The story of Divine moves ahead to bigger and better things. Before you know it she has become an attraction, filling out stage venues to see her perform with a variety of comedy, singing and acting all thrown together into a huge mess. As time goes on she steps into the music industry, only adding to the already growing legend of Divine. Schwarz plays a snippet of Divine on stage singing You think you’re a man, an alluring sound, reminiscent of the ‘what if’ scenario where Pete Burns and Joan Jett have a lovechild. Divine even goes on tour, which receives generally positive reception across Europe, apart from in Britain. Cue the uncomfortable shifting in the seats of the British viewers.

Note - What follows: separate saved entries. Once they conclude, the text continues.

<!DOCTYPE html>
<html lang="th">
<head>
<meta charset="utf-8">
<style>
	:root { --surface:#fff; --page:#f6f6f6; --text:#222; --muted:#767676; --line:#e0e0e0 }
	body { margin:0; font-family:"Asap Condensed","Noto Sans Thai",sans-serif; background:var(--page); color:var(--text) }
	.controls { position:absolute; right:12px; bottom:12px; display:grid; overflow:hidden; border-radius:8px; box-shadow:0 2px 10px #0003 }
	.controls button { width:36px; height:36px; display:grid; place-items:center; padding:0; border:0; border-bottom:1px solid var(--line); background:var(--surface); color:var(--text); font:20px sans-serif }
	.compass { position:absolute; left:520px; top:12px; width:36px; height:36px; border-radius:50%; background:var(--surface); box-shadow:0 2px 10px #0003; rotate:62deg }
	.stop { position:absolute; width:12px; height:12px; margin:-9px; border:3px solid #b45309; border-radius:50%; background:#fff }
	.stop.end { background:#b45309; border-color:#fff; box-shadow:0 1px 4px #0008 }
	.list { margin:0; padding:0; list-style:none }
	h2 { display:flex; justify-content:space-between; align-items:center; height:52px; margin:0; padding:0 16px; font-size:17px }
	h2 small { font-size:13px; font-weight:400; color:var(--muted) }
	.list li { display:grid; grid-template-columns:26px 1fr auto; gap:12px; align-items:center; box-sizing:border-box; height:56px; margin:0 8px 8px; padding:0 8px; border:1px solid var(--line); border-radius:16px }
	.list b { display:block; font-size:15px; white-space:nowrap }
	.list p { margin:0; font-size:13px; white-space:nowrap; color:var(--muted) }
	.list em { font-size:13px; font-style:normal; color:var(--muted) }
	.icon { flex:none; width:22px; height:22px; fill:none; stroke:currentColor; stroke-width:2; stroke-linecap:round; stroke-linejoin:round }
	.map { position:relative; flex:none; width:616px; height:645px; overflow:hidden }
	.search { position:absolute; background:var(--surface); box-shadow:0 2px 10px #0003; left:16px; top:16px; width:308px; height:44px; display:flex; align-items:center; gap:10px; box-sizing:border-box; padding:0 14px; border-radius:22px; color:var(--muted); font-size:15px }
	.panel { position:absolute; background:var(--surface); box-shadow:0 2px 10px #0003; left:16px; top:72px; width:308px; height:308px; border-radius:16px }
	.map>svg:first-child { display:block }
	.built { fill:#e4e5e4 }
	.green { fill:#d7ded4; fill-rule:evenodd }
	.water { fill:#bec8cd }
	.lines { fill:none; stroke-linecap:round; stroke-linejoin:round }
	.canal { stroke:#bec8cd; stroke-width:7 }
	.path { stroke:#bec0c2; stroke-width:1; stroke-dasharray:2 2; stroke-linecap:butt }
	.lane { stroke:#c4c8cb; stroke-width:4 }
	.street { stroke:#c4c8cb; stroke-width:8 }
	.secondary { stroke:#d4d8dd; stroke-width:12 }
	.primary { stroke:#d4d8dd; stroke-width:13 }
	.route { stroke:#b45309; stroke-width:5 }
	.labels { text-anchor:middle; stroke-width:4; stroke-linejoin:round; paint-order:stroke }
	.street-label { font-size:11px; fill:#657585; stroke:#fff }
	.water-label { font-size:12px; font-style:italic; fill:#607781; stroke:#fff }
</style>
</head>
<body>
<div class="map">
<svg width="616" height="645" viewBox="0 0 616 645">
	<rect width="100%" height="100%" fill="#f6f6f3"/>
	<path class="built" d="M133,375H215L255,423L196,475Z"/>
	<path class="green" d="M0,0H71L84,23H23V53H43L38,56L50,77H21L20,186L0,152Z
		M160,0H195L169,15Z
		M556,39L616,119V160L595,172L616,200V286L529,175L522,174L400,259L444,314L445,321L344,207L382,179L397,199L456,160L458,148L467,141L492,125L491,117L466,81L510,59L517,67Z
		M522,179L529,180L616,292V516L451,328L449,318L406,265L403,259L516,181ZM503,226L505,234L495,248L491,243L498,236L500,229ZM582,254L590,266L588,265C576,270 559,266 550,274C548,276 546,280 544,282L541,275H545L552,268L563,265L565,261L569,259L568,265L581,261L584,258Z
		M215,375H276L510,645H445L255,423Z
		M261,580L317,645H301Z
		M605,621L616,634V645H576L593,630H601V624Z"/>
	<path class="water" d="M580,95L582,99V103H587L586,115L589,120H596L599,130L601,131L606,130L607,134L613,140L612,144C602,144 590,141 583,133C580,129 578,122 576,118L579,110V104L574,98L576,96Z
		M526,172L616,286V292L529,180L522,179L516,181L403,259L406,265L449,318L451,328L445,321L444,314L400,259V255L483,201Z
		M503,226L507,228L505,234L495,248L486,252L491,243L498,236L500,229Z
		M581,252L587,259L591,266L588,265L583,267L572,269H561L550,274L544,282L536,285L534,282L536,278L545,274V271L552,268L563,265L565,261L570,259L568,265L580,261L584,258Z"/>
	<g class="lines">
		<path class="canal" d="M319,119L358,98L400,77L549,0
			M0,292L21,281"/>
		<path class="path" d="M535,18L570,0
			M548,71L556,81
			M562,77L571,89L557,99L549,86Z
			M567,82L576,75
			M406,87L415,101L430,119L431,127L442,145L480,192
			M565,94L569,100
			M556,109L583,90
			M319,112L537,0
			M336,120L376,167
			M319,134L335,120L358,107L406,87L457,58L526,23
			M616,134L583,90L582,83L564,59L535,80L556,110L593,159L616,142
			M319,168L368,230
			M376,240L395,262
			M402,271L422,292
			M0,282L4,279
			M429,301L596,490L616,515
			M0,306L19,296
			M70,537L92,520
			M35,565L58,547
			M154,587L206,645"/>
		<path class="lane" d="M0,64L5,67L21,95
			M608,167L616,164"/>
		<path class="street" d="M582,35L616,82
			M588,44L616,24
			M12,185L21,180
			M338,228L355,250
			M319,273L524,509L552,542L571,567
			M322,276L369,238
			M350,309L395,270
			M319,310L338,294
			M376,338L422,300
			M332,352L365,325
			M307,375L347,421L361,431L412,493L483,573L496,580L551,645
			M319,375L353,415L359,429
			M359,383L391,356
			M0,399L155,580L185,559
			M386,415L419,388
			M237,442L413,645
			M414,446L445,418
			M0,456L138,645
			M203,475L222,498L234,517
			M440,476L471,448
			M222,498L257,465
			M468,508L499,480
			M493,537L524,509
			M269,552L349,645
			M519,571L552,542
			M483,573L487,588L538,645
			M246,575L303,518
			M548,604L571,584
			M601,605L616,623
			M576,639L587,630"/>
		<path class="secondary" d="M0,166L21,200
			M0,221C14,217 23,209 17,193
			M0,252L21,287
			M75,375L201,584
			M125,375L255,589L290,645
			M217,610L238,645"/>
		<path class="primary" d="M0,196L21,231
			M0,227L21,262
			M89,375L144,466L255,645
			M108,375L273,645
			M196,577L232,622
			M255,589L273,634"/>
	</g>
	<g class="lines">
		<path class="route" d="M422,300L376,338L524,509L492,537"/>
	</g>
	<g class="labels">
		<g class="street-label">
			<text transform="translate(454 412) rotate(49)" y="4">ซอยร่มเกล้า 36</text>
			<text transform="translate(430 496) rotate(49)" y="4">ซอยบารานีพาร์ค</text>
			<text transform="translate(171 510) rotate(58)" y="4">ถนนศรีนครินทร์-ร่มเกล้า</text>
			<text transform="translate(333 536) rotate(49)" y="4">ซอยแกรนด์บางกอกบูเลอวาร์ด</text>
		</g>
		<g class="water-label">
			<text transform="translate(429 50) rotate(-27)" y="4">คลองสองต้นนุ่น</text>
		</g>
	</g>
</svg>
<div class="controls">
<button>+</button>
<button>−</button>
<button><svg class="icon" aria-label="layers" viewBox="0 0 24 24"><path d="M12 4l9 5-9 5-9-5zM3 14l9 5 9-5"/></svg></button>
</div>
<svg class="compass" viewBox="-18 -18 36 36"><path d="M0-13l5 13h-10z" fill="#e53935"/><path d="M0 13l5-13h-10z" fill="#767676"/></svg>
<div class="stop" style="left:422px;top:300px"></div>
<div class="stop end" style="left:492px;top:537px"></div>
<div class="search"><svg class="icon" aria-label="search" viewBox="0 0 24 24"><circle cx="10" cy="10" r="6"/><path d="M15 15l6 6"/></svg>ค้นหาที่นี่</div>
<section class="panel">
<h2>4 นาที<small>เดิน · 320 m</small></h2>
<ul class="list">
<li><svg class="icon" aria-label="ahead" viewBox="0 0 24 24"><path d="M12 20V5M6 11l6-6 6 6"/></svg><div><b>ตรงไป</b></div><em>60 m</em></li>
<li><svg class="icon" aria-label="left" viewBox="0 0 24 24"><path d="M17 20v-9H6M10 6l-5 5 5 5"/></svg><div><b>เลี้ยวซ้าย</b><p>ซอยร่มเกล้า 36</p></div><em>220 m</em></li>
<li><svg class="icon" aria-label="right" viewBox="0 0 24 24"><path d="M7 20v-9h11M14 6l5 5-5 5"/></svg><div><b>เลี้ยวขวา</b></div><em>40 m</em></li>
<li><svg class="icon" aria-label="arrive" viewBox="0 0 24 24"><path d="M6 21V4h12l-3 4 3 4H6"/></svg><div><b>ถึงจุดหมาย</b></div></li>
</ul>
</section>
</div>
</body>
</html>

Meanwhile, back in Baltimore, Divine’s mother sees a picture of a drag queen that looks a bit like her son Glenn and steadily realises the mistake they made when they sent him packing. In a another tear jerking scene of raw emotion she describes how she managed to get back in contact with her son, after years and years apart. The family reunites – there’s even a nice Christmas family portrait- and all is well in the world.

Having gained acceptance and acknowledgement from her family, Divine steps out of her six inch heels and into some conventional shoes, taking on the role of Edna Turnblad in Waters’ musical Hairspray. Hairspray shows an unrecognisable side to Divine. Gone is the ferocity, the glamour and the sass. In its place stands a man dressed as a whole different kind’o woman!

Sadly this was to be Divine’s last film role as she succumbs to heart problems and is found dead on March 7th 1988, leaving behind a cult following to rival that of Rocky Horror.

An absolute must watch if you are into anything even slightly out of the ordinary. Prepare to be shocked and appalled as you watch Divine strut through a life time of audacious, filthy glamour.